Handover processes require a certain amount of computing resources to be performed, and thus, when a large number of user devices all attempt to perform handover processes at substantially the same time, an increased demand is placed on the network infrastructure and computing resources supporting the network to facilitate the concurrent handover. This can result in requiring increased computing resources or network infrastructure to support the increased demand, or a reduction in the quality of service experienced by the user devices, such as temporary drop-outs or connectivity failures.
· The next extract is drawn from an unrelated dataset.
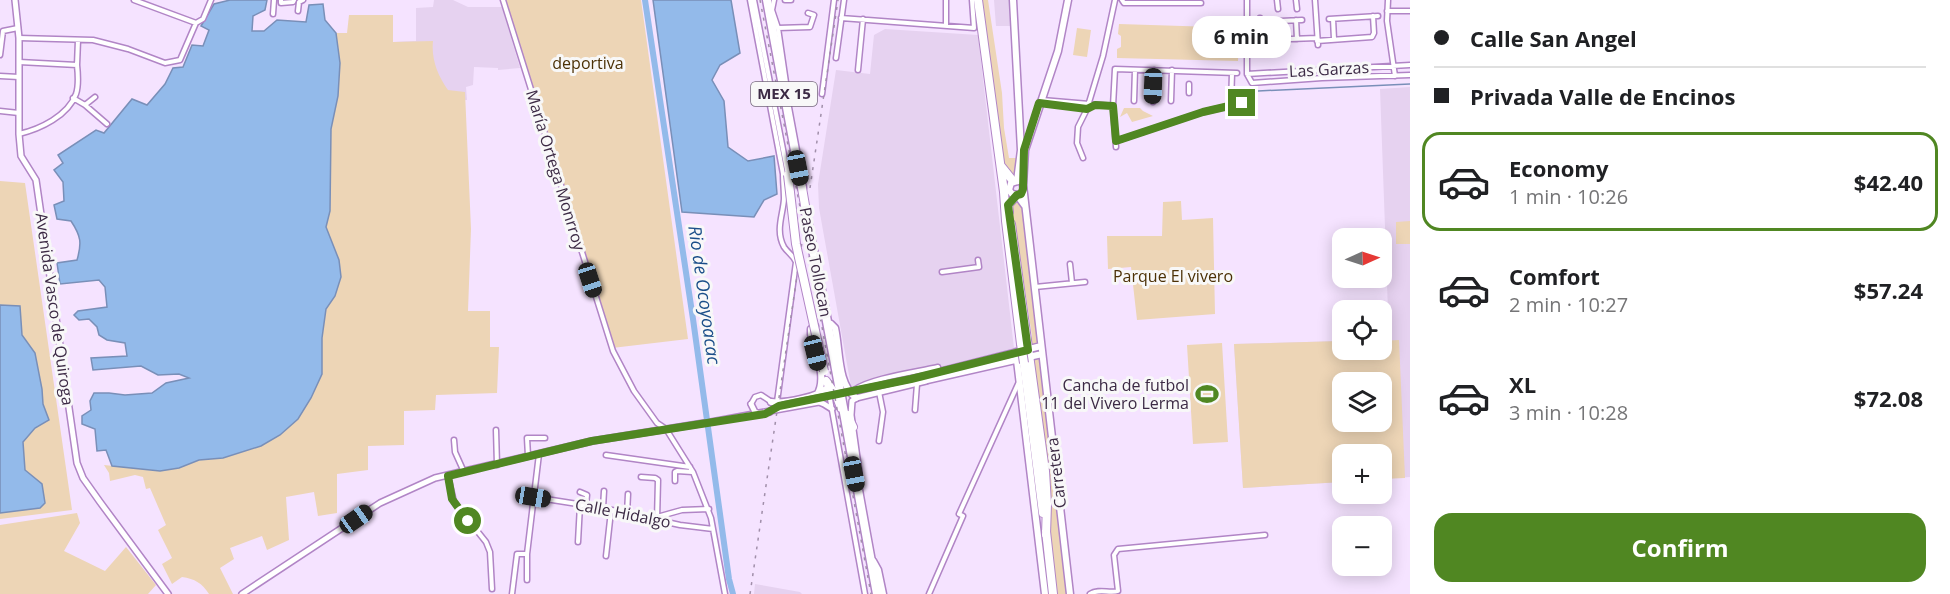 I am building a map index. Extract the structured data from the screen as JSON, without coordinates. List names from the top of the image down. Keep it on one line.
{"streets":{"highway":["MEX 15","Paseo Tollocan"],"main road":["Carretera"],"street":["Las Garzas","María Ortega Monrroy","Avenida Vasco de Quiroga","Calle Hidalgo"]},"crossings":[["María Ortega Monrroy","Calle Hidalgo"]],"water":["Rio de Ocoyoacac"],"parks":["deportiva","Parque El vivero"],"places":{"sports":["Cancha de futbol 11 del Vivero Lerma"]},"north":"right","page":{"banner":["Calle San Angel","Privada Valle de Encinos"],"bubble":"6 min","list":[{"name":"Economy","note":"1 min · 10:26","value":"$42.40"},{"name":"Comfort","note":"2 min · 10:27","value":"$57.24"},{"name":"XL","note":"3 min · 10:28","value":"$72.08"}],"map_buttons":["+","−"],"buttons":"Confirm"}}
Thus, the present arrangement provides an approach whereby boundaries between clusters of radio devices for different user device groups are physically offset from each other within the radio device arrangement. As a result, the different user device groups will participate in handover processes at different, staggered, times, thereby reducing the maximum peak handover rate. Consequently, the amount of control and signalling required for handover at any given time is also reduced. This provides a number of advantages. For example, the network infrastructure and computing resources required to support the network can be reduced as the peak handover rate is reduced, resulting in reduced complexity, reduced power consumption, reduced processing requirements, and reduced cost. Furthermore, the scalability of the network and computing infrastructure is increased as the amount of computing resource required for a given radio device arrangement can be reduced.

As mentioned above, the present approach is particularly well-suited to linear radio device deployments such as radio devices arranged along a railway, roadway, air corridor, beach front, etc., where large numbers of user devices may be travelling in the same direction and in a relatively confined area resulting in a particularly high peak handover rate.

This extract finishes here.